## EXERCISE
Look for "position" in each line of the entries, and return the matching lines.

Stored data
━━━

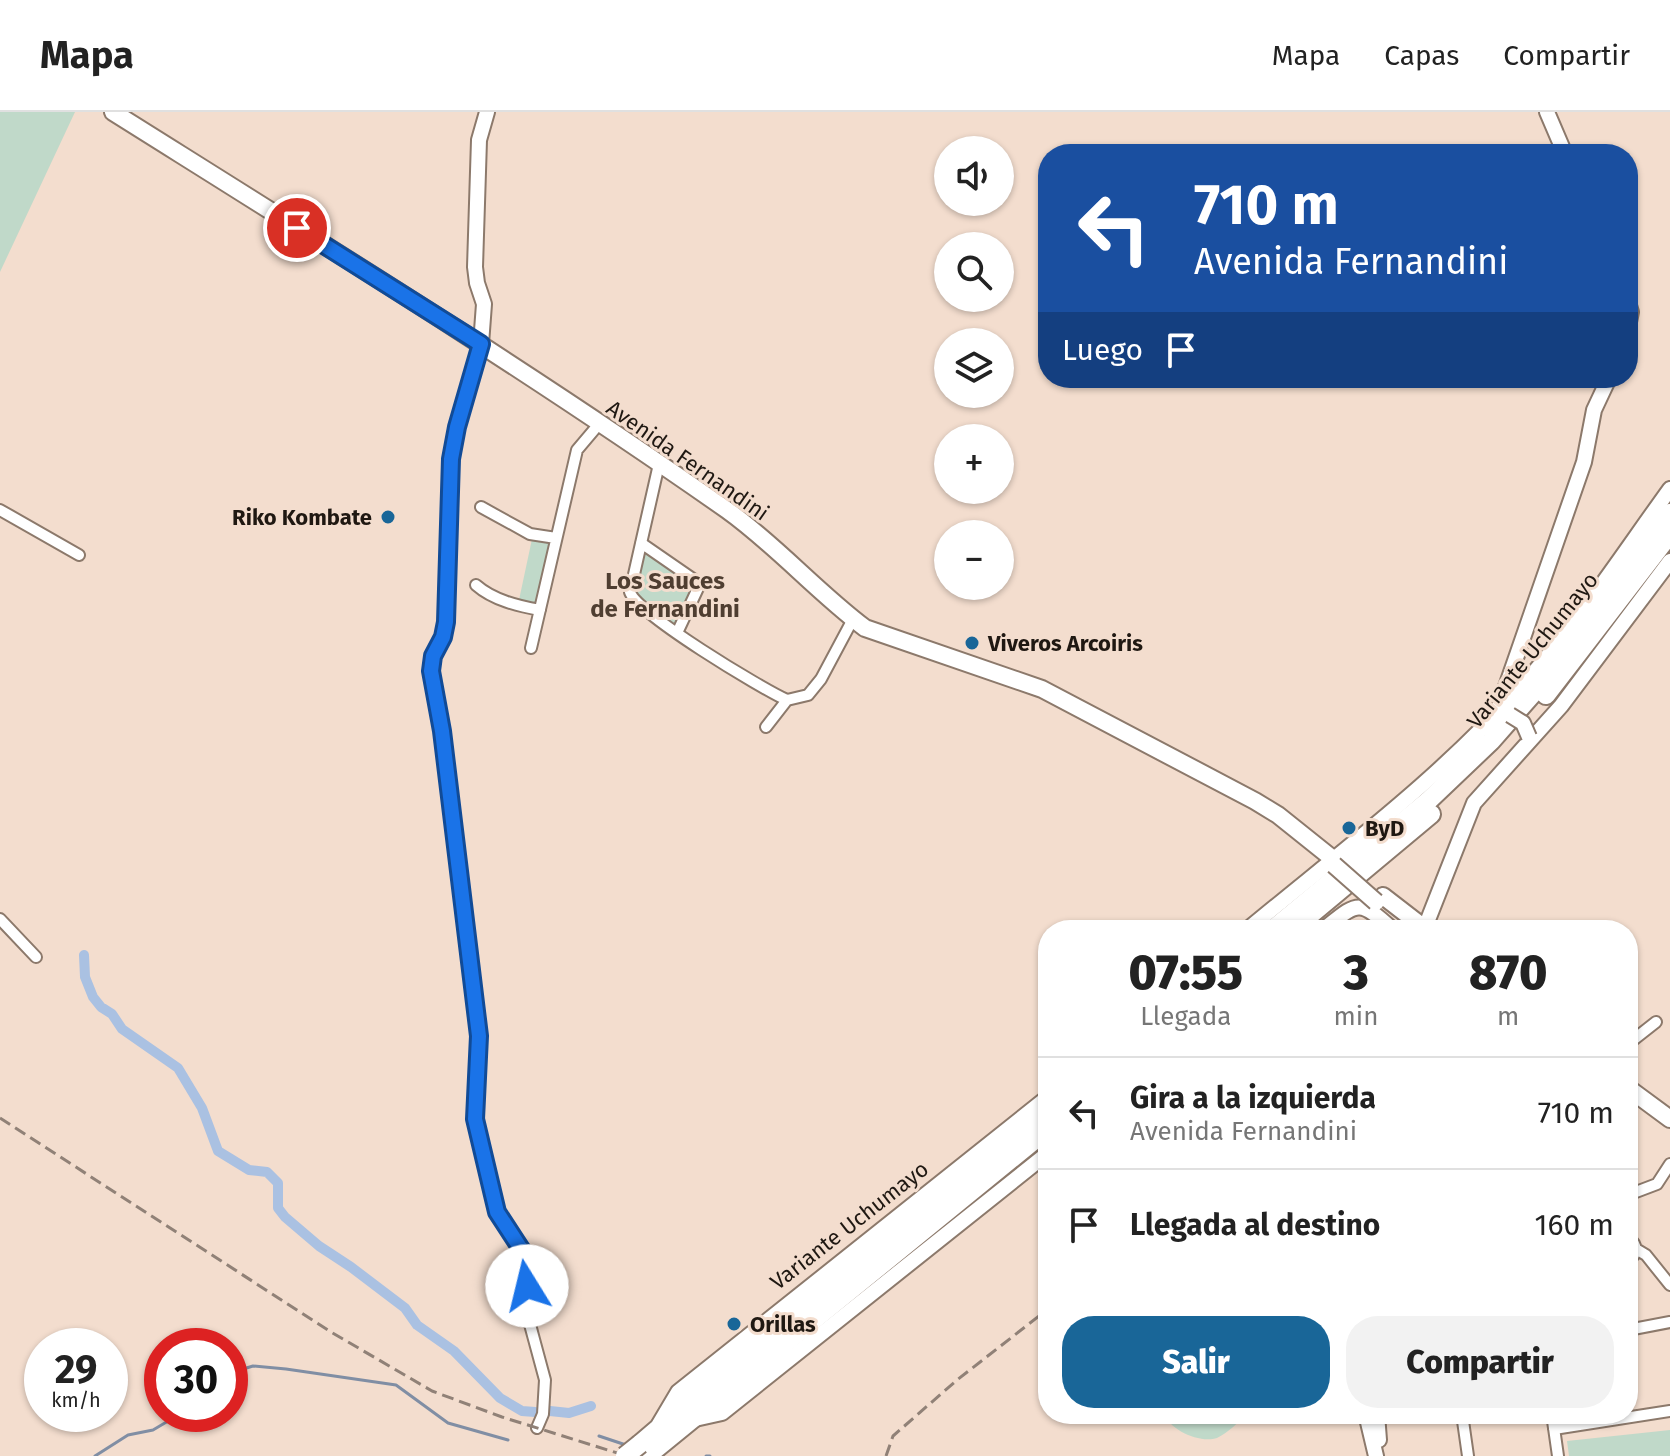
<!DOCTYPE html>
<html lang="es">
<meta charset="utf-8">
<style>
body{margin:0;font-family:"Fira Sans",sans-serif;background:#f2f2f2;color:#222;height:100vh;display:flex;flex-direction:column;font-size:30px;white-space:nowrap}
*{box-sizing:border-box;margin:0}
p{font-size:26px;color:#767676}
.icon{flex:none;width:44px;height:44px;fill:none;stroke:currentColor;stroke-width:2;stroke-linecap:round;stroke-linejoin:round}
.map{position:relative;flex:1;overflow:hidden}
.sheet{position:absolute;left:1038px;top:808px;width:600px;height:504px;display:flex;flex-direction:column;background:#fff;border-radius:32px;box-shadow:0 2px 6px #0004}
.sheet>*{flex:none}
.top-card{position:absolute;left:1038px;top:32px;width:600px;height:244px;border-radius:32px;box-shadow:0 2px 6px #0004;background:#1a4fa0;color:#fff;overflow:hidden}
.buttons{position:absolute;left:934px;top:24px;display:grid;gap:16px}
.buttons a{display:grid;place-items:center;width:80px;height:80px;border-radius:50%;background:#fff;box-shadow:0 2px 6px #0004;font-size:40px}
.speed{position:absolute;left:24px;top:1216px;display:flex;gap:16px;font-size:40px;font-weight:700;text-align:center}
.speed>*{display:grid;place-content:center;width:104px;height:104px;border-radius:50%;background:#fff;box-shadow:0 2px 6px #0004;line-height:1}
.speed small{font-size:20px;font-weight:400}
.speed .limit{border:12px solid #d22;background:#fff;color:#111}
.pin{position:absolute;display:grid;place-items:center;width:68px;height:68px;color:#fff;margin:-34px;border:4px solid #fff;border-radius:50%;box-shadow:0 2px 8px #0007}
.me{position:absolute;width:88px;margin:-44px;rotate:351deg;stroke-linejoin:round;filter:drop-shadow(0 0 6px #0008)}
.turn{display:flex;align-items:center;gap:28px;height:168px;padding:0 24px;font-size:36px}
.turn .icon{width:104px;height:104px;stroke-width:2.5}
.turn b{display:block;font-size:56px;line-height:68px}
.then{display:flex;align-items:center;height:76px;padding:0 24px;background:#0003;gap:16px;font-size:30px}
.eta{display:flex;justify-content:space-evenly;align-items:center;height:136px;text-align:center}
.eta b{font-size:48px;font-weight:800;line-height:56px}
.cta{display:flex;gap:16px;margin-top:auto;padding:16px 24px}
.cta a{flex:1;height:92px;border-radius:32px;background:#196698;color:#fff;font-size:32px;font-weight:800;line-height:92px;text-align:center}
.cta a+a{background:#f2f2f2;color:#222}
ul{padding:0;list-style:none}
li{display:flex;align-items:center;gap:24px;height:112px;padding:0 24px;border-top:2px solid #e0e0e0}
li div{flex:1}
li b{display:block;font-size:30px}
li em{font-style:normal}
header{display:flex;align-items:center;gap:48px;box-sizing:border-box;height:112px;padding:0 40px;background:#fff;border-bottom:2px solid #e0e0e0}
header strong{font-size:38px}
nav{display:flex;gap:44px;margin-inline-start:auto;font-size:28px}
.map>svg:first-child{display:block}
.green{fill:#c0d9c9}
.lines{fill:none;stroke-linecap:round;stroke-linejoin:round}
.stream{stroke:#808ea4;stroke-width:3}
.canal{stroke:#aac1e2;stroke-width:10}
.street-casing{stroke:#8c796b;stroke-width:14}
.secondary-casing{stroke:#8c796b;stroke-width:18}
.primary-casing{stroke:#8c796b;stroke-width:20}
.highway-casing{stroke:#8c796b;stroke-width:22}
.street{stroke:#fff;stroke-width:10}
.secondary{stroke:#fff;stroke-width:14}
.primary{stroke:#fff;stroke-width:16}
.highway{stroke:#fff;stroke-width:18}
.rail{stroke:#908177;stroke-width:3;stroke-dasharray:12 6;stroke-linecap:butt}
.secondary-bridge-casing{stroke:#8c796b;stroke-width:18;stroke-linecap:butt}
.primary-bridge-casing{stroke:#8c796b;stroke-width:20;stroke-linecap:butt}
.highway-bridge-casing{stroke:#8c796b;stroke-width:22;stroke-linecap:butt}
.secondary-bridge{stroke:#fff;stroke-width:14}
.primary-bridge{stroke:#fff;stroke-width:16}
.highway-bridge{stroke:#fff;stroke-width:18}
.route-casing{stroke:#114b97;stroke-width:20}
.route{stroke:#1a73e8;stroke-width:14}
.poi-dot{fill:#196698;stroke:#f3ddce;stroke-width:3}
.labels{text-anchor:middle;stroke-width:6;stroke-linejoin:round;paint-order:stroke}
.street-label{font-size:22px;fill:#1f1812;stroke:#f3ddce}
.poi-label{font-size:22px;font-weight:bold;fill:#1f1812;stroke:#f3ddce;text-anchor:start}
.neighbourhood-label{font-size:24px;font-weight:bold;fill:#4f3e31;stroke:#f3ddce}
</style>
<header>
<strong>Mapa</strong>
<nav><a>Mapa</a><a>Capas</a><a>Compartir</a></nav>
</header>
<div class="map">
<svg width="1670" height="1344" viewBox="0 0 1670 1344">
<rect width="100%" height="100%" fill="#f3ddce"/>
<path class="green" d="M0 0H75L0 160Z
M532 427 550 431 537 492 519 488Z
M650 442 695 476 676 513 635 485 645 443Z
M1165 1302H1248C1238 1310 1228 1321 1217 1326 1200 1332 1168 1317 1165 1302Z
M1670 1318V1344H1569L1567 1329Z"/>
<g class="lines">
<path class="stream" d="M230 1261 253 1254 286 1257 396 1273 448 1311 508 1328
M599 1324 629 1334
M95 1344 128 1323 153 1318 180 1302
M706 1344H710"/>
<path class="canal" d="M84 843 85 865 93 885 101 895 112 902 122 917 178 956 202 996 218 1039 249 1058 267 1060 278 1071V1096L285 1105 319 1134 351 1155 405 1196 417 1213 454 1239 500 1286 522 1299 535 1300
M550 1299 569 1301 591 1294"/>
<g class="street-casing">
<path id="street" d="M481 232 457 315 451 347 446 510 443 525 433 544 431 559 442 619 479 924 475 1007 497 1100 525 1143 528 1205 545 1268 543 1302 537 1316
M659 352 630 480C636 501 762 577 787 588L808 583 821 567 853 507
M481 395 530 422 556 426
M0 398 79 443
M641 431 696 469 699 474 677 521
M476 473C493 488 518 494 540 498
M531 536 577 338 599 312
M766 615 787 588
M0 807 36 845
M1628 932 1656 910
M1628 1083 1657 1072 1670 1052
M1628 1126C1638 1132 1638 1143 1628 1148
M1636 1137 1646 1143 1670 1173
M1628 1218 1670 1210
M1462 1302 1468 1344
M1552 1302 1558 1344
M1554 1317 1670 1299"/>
</g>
<g class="secondary-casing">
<path id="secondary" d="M1547 0 1565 42
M1628 190 1631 200 1628 215
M481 232 484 192 477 171 475 155 479 28 487 0
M1499 595 1584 350 1594 298 1609 266
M1247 818C1342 739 1442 665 1524 572 1577 512 1623 442 1670 377
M1323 818C1358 790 1358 786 1393 818
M1424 818 1474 691 1561 594 1670 449
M1366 1302 1376 1344
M1377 1302 1379 1328
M695 1307 722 1301 1048 1041
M659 1312 678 1280 1048 985"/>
</g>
<g class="primary-casing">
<path id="primary" d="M113 0C320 130 527 258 727 398 776 433 817 480 865 516L1042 577 1255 689 1278 703 1333 747
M1383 784 1427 818
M1628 976 1670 1007"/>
</g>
<g class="highway-casing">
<path id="highway" d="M1546 583 1670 422
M1272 818 1428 689 1491 629 1535 579 1670 401
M1292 818 1431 702
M640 1332 688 1291 1048 1000
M647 1344 1048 1017"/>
</g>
<use href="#street" class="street"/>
<use href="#secondary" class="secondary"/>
<use href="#primary" class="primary"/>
<use href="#highway" class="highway"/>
<path class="rail" d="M0 1006 331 1220 432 1279 502 1305 627 1344
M886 1344 893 1324 957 1268 1048 1197"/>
<g class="secondary-bridge-casing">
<path id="secondary-bridge" d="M1510 603 1523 611 1529 625"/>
</g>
<g class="primary-bridge-casing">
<path id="primary-bridge" d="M1334 753 1376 790"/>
</g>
<g class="highway-bridge-casing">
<path id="highway-bridge" d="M625 1344 640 1332"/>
</g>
<use href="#secondary-bridge" class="secondary-bridge"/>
<use href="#primary-bridge" class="primary-bridge"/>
<use href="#highway-bridge" class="highway-bridge"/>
</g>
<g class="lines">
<g class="route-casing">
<path id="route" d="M297 116 481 232 457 315 451 347 446 510 443 525 433 544 431 559 442 619 479 924 475 1007 497 1100 525 1143 527 1174"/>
</g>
<use href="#route" class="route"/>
</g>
<g class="poi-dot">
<circle cx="388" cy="405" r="8"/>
<circle cx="972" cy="531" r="8"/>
<circle cx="1349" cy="716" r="8"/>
<circle cx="734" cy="1212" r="8"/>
</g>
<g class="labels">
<g class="street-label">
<text transform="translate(688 348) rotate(35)" y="8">Avenida Fernandini</text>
<text transform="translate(1532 538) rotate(-51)" y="8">Variante Uchumayo</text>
<text transform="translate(849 1113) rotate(-38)" y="8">Variante Uchumayo</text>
</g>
<g class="poi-label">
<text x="372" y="413" text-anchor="end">Riko Kombate</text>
<text x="988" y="539">Viveros Arcoiris</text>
<text x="1365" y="724">ByD</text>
<text x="750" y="1220">Orillas</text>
</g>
<g class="neighbourhood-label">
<text x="665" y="477">Los Sauces<tspan x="665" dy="28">de Fernandini</tspan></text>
</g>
</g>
</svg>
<div class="buttons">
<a><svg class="icon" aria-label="sound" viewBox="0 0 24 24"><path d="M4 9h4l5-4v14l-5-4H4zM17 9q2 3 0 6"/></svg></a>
<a><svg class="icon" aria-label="search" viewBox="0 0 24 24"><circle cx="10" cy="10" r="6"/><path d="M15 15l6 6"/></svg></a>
<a><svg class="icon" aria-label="layers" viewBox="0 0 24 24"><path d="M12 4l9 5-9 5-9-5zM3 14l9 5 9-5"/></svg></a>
<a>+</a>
<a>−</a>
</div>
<div class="speed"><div>29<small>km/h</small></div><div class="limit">30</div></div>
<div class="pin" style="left:297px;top:116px;background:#d93025"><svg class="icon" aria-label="arrive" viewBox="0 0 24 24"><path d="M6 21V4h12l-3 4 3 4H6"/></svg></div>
<svg class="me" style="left:527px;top:1174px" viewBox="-20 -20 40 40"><circle r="19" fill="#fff"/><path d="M0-13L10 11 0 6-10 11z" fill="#1a73e8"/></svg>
<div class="top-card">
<div class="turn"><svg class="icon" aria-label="left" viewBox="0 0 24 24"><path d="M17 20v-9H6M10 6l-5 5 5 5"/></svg><div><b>710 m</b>Avenida Fernandini</div></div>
<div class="then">Luego<svg class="icon" aria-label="arrive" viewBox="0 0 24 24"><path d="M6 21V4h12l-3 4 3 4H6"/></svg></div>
</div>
<section class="sheet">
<div class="eta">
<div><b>07:55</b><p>Llegada</p></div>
<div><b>3</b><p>min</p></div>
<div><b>870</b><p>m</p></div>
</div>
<ul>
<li><svg class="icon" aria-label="left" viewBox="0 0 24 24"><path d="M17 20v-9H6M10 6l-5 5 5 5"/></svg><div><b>Gira a la izquierda</b><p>Avenida Fernandini</p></div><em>710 m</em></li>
<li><svg class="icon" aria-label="arrive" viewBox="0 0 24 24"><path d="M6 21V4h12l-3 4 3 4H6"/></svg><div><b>Llegada al destino</b></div><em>160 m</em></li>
</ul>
<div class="cta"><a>Salir</a><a>Compartir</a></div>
</section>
</div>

━━━

## ANSWER BOX
.map{position:relative;flex:1;overflow:hidden}
.sheet{position:absolute;left:1038px;top:808px;width:600px;height:504px;display:flex;flex-direction:column;background:#fff;border-radius:32px;box-shadow:0 2px 6px #0004}
.top-card{position:absolute;left:1038px;top:32px;width:600px;height:244px;border-radius:32px;box-shadow:0 2px 6px #0004;background:#1a4fa0;color:#fff;overflow:hidden}
.buttons{position:absolute;left:934px;top:24px;display:grid;gap:16px}
.speed{position:absolute;left:24px;top:1216px;display:flex;gap:16px;font-size:40px;font-weight:700;text-align:center}
.pin{position:absolute;display:grid;place-items:center;width:68px;height:68px;color:#fff;margin:-34px;border:4px solid #fff;border-radius:50%;box-shadow:0 2px 8px #0007}
.me{position:absolute;width:88px;margin:-44px;rotate:351deg;stroke-linejoin:round;filter:drop-shadow(0 0 6px #0008)}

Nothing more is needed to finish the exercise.